Constructing a Program

  1. Makes effective use of language features
  2. Follows commonly accepted best practices
  3. Uses proper format/style
  4. Follows an appropriate problem solving process
    1. Understand the problem
    2. Formulate a design
    3. Implement the design
    4. Test the design

Testing and Debugging

  1. Can effectively debug a program through analysis of its behavior via a debugger or print statements
  2. Knows how to thoroughly test one's code to ensure a quality product
  3. Consistently delivers well-tested software
  4. Can use Google as an aid in solving one's problem


  1. Can create a new Git repository
  2. Can make commits in separate branches
  3. Gerrit
    1. Can push branches to Gerrit for review and provide feedback to others
      1. Knows how to rebase patches to push them for review
    2. Can fetch changes from Gerrit
    3. Can resolve conflicts when merging or rebasing
    4. Understands the value of code review in quality assurance


  1. WPILib
    1. Can write code to control a simple two-wheeled robot
      1. Two joysticks: one for forward speed; one for turning
      2. DifferentialDrive
    2. Can interface with various sensors (encoders, limit switches, gyroscopes) and perform actions based on their outputs
  2. Embedded systems
    1. Understands the tenets of event-driven design
      1. What is an event?
      2. How are they used in state machines?
    2. Can design a state machine to model the desired actions of a robot when completing a task
  3. Control Theory
    1. Knows the dynamics of a PID controller, its limitations, and how to tune one
    2. Knows how to use motion profiles with feedback controllers and the importance of feedforwards
    3. Can apply filters when necessary to obtain better estimates of system outputs
    4. If students have time, they can learn feedback controller design (more feedback controllers exist besides PID)

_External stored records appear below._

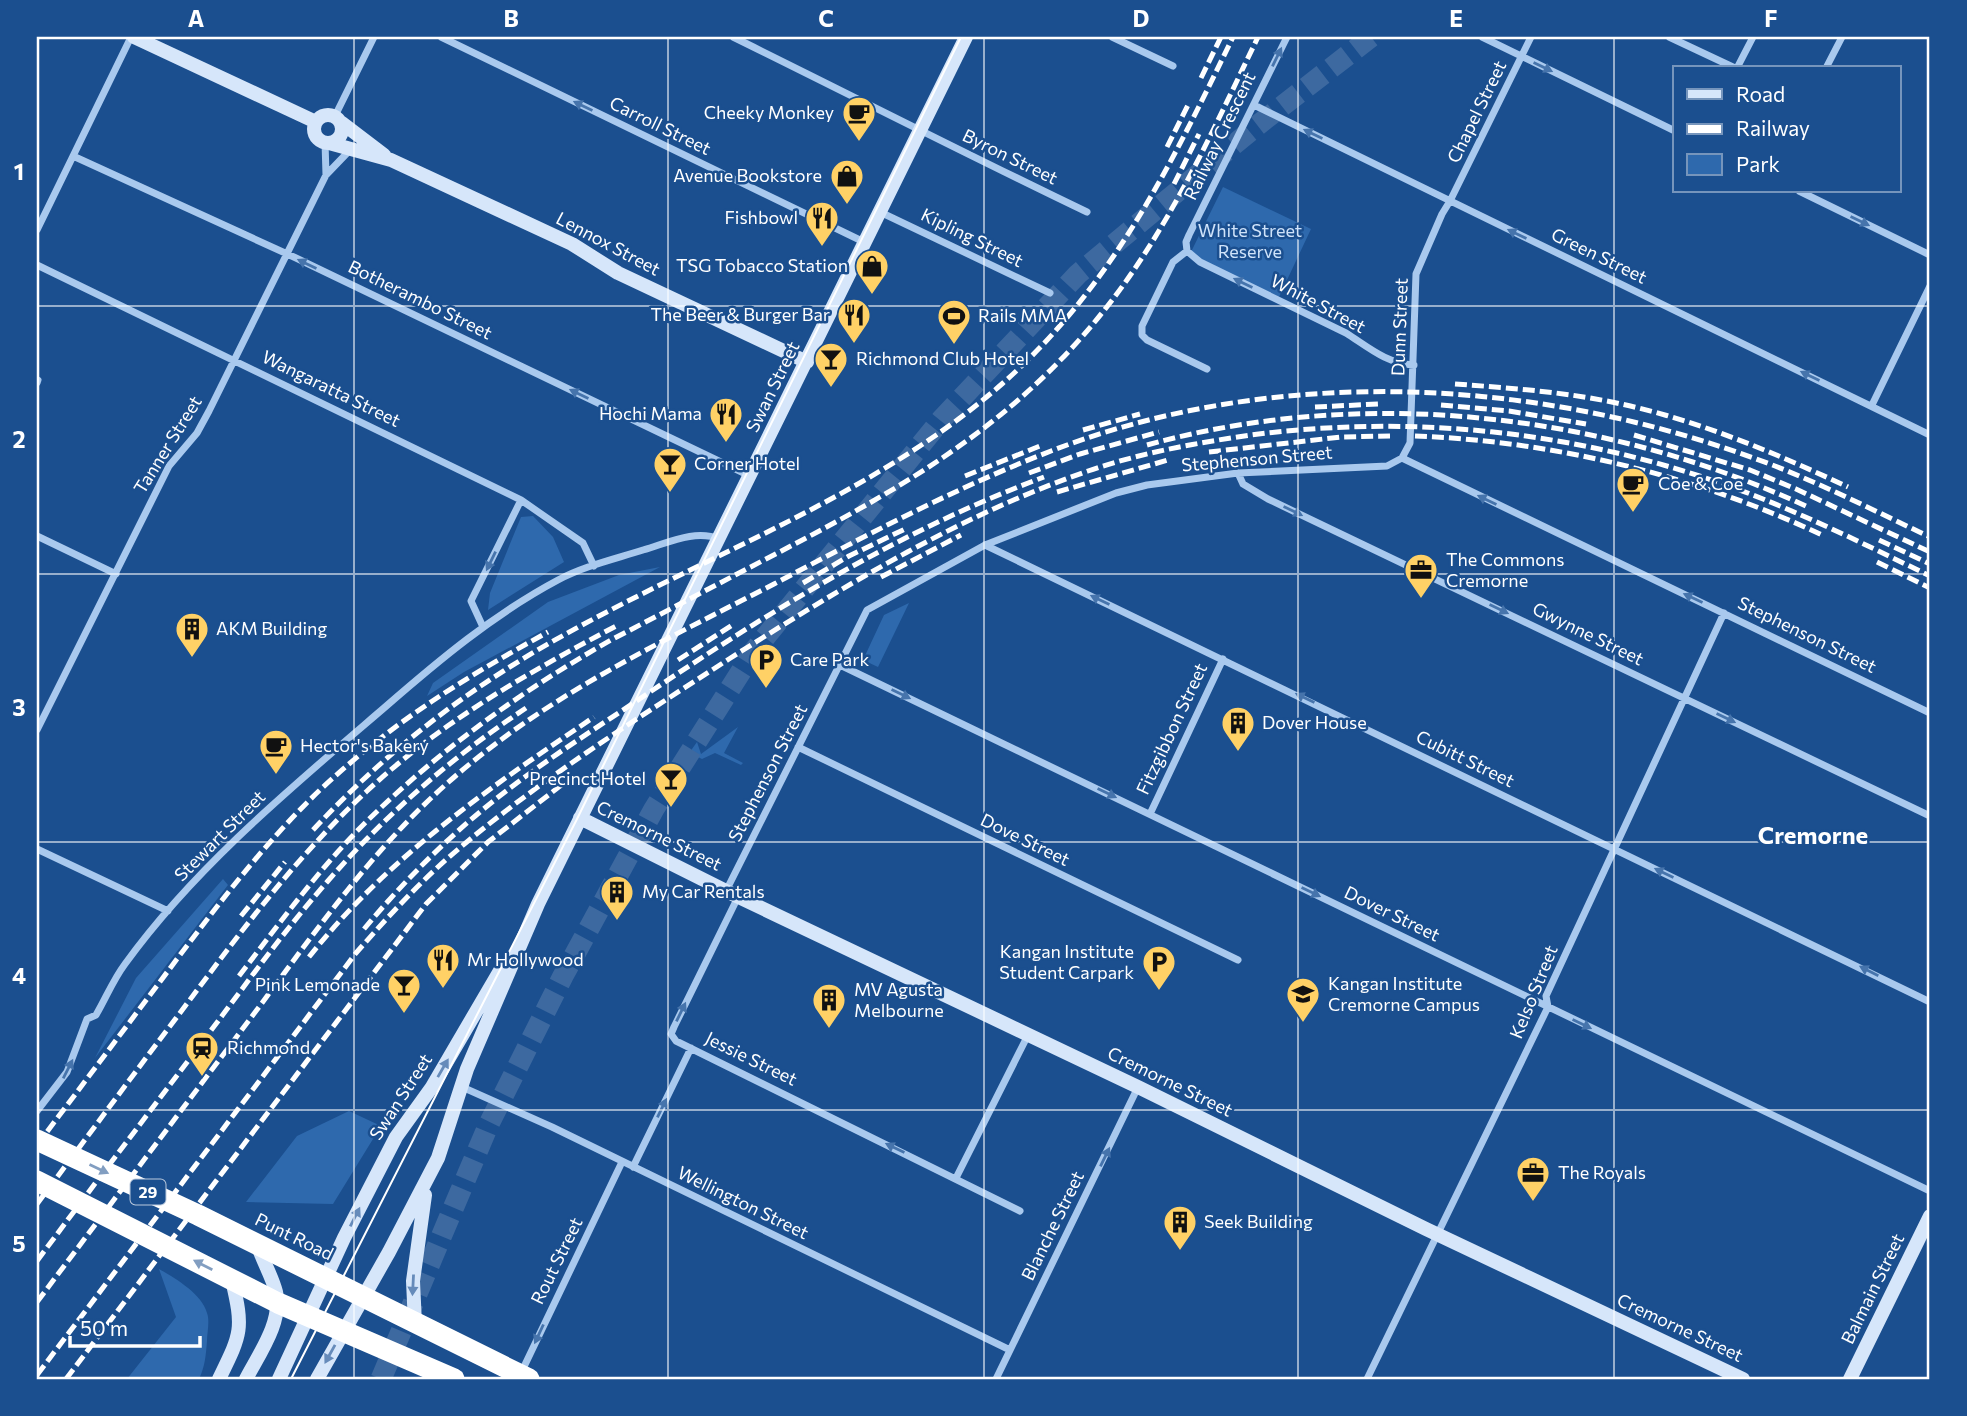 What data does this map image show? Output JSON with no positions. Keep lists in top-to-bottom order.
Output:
{
  "streets": {
    "highway": ["29", "Punt Road"],
    "main road": [
      "Lennox Street",
      "Swan Street",
      "Cremorne Street",
      "Balmain Street"
    ],
    "street": [
      "Chapel Street",
      "Carroll Street",
      "Railway Crescent",
      "Byron Street",
      "Kipling Street",
      "Green Street",
      "Botherambo Street",
      "White Street",
      "Dunn Street",
      "Wangaratta Street",
      "Tanner Street",
      "Stephenson Street",
      "Gwynne Street",
      "Fitzgibbon Street",
      "Cubitt Street",
      "Stewart Street",
      "Dove Street",
      "Dover Street",
      "Kelso Street",
      "Jessie Street",
      "Wellington Street",
      "Blanche Street",
      "Rout Street"
    ]
  },
  "crossings": [
    ["Chapel Street", "Green Street"],
    ["Chapel Street", "Dunn Street"],
    ["Carroll Street", "Swan Street"],
    ["Railway Crescent", "Green Street"],
    ["Railway Crescent", "White Street"],
    ["Byron Street", "Swan Street"],
    ["Kipling Street", "Swan Street"],
    ["Lennox Street", "Swan Street"],
    ["Lennox Street", "Tanner Street"],
    ["Green Street", "Dunn Street"],
    ["Botherambo Street", "Swan Street"],
    ["Botherambo Street", "Tanner Street"],
    ["White Street", "Dunn Street"],
    ["Dunn Street", "Stephenson Street"],
    ["Swan Street", "Stewart Street"],
    ["Swan Street", "Cremorne Street"],
    ["Swan Street", "29"],
    ["Swan Street", "Wellington Street"],
    ["Swan Street", "Punt Road"],
    ["Wangaratta Street", "Tanner Street"],
    ["Wangaratta Street", "Stewart Street"],
    ["Stephenson Street", "Gwynne Street"],
    ["Stephenson Street", "Cubitt Street"],
    ["Stephenson Street", "Cremorne Street"],
    ["Stephenson Street", "Dove Street"],
    ["Stephenson Street", "Dover Street"],
    ["Stephenson Street", "Kelso Street"],
    ["Stephenson Street", "Jessie Street"],
    ["Gwynne Street", "Kelso Street"],
    ["Fitzgibbon Street", "Cubitt Street"],
    ["Fitzgibbon Street", "Dover Street"],
    ["Cubitt Street", "Kelso Street"],
    ["Cremorne Street", "Kelso Street"],
    ["Cremorne Street", "Jessie Street"],
    ["Cremorne Street", "Blanche Street"],
    ["Dover Street", "Kelso Street"],
    ["Wellington Street", "Blanche Street"],
    ["Wellington Street", "Rout Street"],
    ["Punt Road", "Rout Street"]
  ],
  "one_way": [
    "Carroll Street",
    "Green Street",
    "Botherambo Street",
    "White Street",
    "Gwynne Street",
    "Cubitt Street",
    "Dover Street",
    "Blanche Street",
    "Rout Street"
  ],
  "districts": ["Cremorne"],
  "parks": ["White Street Reserve"],
  "places": {
    "cafe": ["Cheeky Monkey", "Coe & Coe", "Hector's Bakery"],
    "shop": ["Avenue Bookstore", "TSG Tobacco Station"],
    "restaurant": [
      "Fishbowl",
      "The Beer & Burger Bar",
      "Hochi Mama",
      "Mr Hollywood"
    ],
    "sports": ["Rails MMA"],
    "bar": [
      "Richmond Club Hotel",
      "Corner Hotel",
      "Precinct Hotel",
      "Pink Lemonade"
    ],
    "office": ["The Commons Cremorne", "The Royals"],
    "building": [
      "AKM Building",
      "Dover House",
      "My Car Rentals",
      "MV Agusta Melbourne",
      "Seek Building"
    ],
    "parking": ["Care Park", "Kangan Institute Student Carpark"],
    "school or university": ["Kangan Institute Cremorne Campus"],
    "station": ["Richmond"]
  },
  "legend": ["Road", "Railway", "Park"],
  "scale_bar": "50 m",
  "grid": {
    "columns": [
      "A",
      "B",
      "C",
      "D",
      "E",
      "F"
    ],
    "rows": [
      "1",
      "2",
      "3",
      "4",
      "5"
    ]
  }
}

  1. Is a member of frc3512.slack.com
  2. Can effectively explain one's problem when asking for help
    1. Can use Google first
    2. How to Ask Questions the Smart Way


Us mentors assume you already know how to write software. Software engineering is what we really want to teach you. If you can explain this year's robot code and why you designed it that way versus the other possible designs, you have succeeded and have likely earned a varsity letter. It shows you contributed in the design phase and know the trade-offs (engineering is essentially the process of choosing the least bad design based on some criteria and justifying that choice). Our role as mentors is to show you what tools are available in the C++ language so you can make an informed design decision.